> **Task brief**:
Determine how many lines in the records hold the word "École". Return the number alone.

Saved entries
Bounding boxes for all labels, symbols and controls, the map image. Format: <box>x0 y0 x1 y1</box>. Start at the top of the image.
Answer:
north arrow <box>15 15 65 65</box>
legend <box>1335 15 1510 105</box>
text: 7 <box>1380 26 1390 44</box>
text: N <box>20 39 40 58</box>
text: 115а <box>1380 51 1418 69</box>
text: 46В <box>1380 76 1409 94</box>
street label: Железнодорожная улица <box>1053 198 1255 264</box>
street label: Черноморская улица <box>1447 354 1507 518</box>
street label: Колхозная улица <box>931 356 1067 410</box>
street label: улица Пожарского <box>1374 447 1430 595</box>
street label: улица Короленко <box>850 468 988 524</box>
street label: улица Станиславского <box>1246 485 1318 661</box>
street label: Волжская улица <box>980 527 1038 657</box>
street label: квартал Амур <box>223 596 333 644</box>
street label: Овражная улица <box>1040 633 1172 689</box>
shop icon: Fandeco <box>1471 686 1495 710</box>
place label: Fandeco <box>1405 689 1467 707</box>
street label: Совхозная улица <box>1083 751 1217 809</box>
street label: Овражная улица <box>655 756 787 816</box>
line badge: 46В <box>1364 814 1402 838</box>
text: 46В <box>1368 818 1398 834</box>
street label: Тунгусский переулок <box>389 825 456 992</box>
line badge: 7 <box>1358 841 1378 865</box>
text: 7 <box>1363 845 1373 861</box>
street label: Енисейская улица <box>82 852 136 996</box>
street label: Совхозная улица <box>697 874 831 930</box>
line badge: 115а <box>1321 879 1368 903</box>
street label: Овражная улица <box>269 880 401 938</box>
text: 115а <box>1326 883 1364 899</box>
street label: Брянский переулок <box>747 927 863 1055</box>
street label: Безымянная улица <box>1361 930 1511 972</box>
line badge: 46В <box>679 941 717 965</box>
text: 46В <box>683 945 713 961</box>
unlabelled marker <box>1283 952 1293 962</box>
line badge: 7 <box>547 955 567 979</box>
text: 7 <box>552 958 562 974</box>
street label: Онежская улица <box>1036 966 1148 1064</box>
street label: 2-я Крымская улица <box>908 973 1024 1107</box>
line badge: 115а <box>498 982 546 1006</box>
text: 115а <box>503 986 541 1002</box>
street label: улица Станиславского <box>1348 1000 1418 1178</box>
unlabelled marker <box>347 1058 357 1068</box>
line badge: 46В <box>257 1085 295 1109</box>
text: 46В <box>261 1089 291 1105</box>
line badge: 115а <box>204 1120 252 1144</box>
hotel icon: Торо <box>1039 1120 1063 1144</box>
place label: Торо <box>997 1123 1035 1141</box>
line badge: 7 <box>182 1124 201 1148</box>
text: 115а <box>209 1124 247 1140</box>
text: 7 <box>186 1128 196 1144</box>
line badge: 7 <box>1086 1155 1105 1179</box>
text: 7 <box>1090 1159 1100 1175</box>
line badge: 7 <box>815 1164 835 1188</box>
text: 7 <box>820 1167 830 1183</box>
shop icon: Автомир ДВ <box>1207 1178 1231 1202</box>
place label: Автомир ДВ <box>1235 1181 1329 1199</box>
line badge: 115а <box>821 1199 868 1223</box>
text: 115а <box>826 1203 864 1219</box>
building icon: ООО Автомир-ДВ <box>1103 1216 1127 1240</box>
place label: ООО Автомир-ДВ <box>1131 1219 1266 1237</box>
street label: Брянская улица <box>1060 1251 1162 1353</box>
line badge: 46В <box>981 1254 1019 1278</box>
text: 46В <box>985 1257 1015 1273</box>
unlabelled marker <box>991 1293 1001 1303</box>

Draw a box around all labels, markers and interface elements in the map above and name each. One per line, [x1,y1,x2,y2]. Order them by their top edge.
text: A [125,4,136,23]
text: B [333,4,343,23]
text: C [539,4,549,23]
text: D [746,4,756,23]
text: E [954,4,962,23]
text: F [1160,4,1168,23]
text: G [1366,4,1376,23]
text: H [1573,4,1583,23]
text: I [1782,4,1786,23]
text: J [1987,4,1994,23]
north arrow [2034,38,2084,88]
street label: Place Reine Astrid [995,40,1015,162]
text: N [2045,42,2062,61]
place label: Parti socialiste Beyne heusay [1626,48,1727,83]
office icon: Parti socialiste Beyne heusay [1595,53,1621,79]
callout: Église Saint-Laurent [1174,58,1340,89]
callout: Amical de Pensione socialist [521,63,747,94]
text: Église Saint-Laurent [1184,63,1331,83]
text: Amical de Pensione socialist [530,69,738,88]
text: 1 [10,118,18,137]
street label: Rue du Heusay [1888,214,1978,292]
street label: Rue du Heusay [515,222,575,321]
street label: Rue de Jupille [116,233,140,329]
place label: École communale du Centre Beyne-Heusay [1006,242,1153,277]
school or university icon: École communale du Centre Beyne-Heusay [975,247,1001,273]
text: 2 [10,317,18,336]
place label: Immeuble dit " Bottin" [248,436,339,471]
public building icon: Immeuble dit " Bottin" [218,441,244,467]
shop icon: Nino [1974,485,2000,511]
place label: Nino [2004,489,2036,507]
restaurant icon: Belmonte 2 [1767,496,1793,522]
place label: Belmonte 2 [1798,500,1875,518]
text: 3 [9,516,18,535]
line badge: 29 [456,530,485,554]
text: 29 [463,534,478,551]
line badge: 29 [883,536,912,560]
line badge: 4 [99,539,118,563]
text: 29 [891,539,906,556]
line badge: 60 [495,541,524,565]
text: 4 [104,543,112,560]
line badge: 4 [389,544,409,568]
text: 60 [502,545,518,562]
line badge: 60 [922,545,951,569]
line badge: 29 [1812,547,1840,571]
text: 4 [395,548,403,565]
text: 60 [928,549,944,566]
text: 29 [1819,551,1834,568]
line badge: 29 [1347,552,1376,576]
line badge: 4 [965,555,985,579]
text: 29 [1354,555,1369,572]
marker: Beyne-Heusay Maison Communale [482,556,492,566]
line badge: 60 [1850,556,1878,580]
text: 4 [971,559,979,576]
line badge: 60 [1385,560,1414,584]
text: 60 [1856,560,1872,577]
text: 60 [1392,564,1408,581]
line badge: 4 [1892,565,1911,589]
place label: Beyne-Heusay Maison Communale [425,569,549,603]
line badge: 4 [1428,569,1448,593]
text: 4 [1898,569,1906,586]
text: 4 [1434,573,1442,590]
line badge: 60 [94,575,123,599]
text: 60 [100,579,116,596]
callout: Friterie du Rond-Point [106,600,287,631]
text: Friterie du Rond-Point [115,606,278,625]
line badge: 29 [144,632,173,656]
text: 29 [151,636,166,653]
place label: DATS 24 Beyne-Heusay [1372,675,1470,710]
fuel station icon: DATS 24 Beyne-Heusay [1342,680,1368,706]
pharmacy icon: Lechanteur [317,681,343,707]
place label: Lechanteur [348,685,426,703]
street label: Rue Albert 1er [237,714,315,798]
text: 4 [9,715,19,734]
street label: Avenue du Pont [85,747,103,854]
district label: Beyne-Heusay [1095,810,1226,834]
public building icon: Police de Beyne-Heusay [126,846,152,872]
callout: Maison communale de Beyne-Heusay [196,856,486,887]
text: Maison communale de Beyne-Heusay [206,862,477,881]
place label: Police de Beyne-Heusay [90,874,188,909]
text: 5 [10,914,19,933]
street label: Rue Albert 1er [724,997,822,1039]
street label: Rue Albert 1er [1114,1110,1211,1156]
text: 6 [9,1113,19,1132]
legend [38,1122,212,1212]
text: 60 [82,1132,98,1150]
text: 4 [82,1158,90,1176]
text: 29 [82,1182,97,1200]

> **Written answer**:
2